Cela peut la conduire à des guerres, alors même qu’elle n’y est pas prête. Cela peut la fractionner au point de la faire éclater. A l’inverse, cela pourrait aussi resserrer ses rangs et en faire, enfin, la puissance politique qu’elle est encore si loin d’être. On ne sait pas. Il est bien trop tôt pour le dire, mais le fait est que tout oblige  l’Union européenne à devenir aujourd’hui un acteur de la scène internationale.

Prenons le Liban. Il fut longtemps l’enfant de la France qui en avait dessiné les frontières il y a juste un siècle et dont il était resté la branche proche-orientale et soudain… Le port de Beyrouth explose. Ce drame s’ajoute à l’afflux massif de réfugiés syriens, à l’effondrement de banques qui avaient autrefois fait du Liban une autre Suisse, au dévissage de la livre libanaise et au rejet massif d’un système politique communautaire dont est née une addition de mafias prédatrices. Le Liban agonise mais si le président français a été le premier à se ruer à son chevet, ce patchwork de toutes les fois chrétiennes et musulmanes est aujourd’hui le problème de l’Europe.

A Beyrouth, l’Union joue sa crédibilité sur les autres rives de la Méditerranée car si elle ne savait pas accompagner la renaissance d’un pays de moins de six millions d’habitants dont le niveau culturel est aussi élevé et la diaspora si brillante, qui pourrait la croire capable de contribuer si peu que ce soit à la solution des crises syrienne, libyenne, palestinienne, yéménite ou, bientôt, algérienne ? Dans les chaos croissants du Maghreb et du Machrek, l’Europe joue sa sécurité. Les Etats-Unis ne sont plus là pour la protéger. Ou bien elle saura faire face, dans l’unité de ses Etats membres, ou bien elle devra affronter des vagues migratoires qui bouleverseront ses échiquiers politiques et voir la Chine et la Russie prendre racine, à quelques encablures de ses côtes, sur des terres où la France et la Grande-Bretagne avaient été incontournables.

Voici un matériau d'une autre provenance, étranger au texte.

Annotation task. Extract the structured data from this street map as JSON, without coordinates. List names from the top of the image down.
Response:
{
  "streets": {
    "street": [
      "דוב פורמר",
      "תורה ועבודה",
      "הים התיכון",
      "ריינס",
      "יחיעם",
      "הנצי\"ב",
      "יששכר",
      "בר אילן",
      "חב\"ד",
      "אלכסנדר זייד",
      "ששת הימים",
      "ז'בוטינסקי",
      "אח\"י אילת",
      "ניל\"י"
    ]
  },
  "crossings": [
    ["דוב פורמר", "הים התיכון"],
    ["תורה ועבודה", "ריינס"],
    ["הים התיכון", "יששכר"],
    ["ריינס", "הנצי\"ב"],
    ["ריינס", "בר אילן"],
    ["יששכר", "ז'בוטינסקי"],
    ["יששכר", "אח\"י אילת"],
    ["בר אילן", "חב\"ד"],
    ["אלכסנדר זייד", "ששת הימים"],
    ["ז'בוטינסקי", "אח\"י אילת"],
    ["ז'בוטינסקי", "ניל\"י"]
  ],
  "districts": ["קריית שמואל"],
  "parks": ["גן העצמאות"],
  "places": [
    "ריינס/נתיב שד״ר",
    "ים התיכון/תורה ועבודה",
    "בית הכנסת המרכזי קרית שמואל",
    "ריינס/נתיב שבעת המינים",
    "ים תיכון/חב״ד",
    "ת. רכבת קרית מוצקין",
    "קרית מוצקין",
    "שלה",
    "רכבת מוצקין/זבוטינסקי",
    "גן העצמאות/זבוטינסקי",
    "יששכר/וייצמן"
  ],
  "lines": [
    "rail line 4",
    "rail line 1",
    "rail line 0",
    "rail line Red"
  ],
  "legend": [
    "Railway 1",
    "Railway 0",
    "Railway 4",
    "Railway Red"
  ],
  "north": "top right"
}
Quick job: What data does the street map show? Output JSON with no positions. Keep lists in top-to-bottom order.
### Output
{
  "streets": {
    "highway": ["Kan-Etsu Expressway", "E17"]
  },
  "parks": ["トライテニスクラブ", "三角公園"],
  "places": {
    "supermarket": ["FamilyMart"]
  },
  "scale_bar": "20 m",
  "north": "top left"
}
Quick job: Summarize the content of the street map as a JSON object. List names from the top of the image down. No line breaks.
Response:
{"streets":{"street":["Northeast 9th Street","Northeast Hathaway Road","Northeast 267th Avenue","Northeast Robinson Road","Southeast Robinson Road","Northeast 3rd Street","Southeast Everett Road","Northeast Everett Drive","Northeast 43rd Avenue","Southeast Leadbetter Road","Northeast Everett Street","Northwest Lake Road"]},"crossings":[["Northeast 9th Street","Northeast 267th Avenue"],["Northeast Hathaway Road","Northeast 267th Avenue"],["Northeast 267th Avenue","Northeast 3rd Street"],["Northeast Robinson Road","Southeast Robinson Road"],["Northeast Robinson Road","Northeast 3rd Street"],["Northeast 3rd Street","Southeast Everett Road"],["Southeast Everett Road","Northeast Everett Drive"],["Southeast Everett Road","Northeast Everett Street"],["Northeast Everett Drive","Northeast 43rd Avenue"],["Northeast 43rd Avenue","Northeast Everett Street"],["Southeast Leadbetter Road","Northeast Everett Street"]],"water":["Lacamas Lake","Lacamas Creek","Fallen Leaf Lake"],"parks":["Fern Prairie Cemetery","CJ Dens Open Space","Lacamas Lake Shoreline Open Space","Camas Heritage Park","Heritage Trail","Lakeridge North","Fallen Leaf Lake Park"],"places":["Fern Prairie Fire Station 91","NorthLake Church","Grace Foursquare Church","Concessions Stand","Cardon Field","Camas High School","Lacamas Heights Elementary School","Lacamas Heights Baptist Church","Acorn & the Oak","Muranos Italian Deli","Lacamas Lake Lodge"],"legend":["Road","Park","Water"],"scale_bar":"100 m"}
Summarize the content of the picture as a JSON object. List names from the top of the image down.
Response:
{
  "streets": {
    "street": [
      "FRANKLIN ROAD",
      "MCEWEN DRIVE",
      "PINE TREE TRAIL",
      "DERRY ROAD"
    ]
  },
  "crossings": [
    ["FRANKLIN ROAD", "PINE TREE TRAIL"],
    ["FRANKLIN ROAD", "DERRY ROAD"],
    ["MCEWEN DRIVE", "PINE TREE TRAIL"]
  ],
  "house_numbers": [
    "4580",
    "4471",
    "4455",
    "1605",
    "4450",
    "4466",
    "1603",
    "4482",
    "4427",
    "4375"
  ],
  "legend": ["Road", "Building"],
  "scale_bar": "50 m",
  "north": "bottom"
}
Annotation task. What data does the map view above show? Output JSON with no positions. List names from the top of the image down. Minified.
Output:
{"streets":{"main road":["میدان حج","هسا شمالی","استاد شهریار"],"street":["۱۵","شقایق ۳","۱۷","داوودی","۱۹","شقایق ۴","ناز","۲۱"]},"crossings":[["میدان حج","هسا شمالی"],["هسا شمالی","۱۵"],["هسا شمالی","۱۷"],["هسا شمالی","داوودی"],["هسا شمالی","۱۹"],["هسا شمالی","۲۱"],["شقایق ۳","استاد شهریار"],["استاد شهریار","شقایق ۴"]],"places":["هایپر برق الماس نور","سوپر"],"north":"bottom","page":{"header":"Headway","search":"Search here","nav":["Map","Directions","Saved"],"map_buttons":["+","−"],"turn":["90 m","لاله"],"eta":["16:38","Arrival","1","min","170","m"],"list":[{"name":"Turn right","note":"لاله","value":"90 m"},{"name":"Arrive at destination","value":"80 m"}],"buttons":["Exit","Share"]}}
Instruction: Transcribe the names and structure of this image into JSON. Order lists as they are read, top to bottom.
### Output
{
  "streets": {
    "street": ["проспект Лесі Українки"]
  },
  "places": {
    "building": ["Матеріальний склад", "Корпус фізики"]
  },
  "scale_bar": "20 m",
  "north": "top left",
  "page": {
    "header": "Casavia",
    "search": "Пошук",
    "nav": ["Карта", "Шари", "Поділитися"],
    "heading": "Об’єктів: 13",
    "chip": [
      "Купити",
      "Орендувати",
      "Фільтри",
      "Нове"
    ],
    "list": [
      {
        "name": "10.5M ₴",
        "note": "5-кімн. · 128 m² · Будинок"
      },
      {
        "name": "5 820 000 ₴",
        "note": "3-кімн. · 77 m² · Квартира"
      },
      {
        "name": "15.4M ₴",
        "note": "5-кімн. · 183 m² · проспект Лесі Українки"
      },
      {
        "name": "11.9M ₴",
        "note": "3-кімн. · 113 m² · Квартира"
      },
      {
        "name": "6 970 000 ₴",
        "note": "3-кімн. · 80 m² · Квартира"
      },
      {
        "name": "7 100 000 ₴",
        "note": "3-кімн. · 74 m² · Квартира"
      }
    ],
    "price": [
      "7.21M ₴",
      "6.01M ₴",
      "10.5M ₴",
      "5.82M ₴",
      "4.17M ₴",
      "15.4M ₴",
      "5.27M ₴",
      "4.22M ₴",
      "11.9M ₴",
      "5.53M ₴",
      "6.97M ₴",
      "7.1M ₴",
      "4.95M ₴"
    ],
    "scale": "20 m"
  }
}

Au Liban, la France n’est plus que l’indispensable éclaireur d’une Union désormais contrainte de développer une politique méditerranéenne et de parallèlement s’affirmer, qu’elle le veuille ou non, sur tous les points chauds du globe. C’est vrai au Sahel où la France n’a plus les moyens de combattre seule une menace qui pourrait vite peser sur toute l’Union. C’est encore plus vrai face à la Chine dont la brutalité devient telle que même Berlin durcit le ton vis-à-vis d’elle, à l’unisson des autres capitales européennes. C’est également vrai dans la crise bélarusse où les 27 ne peuvent pas s’offrir le luxe de se diviser car ce n’est qu’ensemble qu’ils pourront imposer à MM. Poutine et Loukachenko un compromis avec l’opposition et éviter ainsi un deuxième scénario ukrainien. C’est bien évidemment vrai avec la Russie que seule une Union forte et soudée pourra appeler à choisir entre coopération et confrontation. Et ce n’est pas moins vrai avec les Etats-Unis auxquels les Européens devront arracher la réaffirmation de la solidarité transatlantique et, donc, sa redéfinition.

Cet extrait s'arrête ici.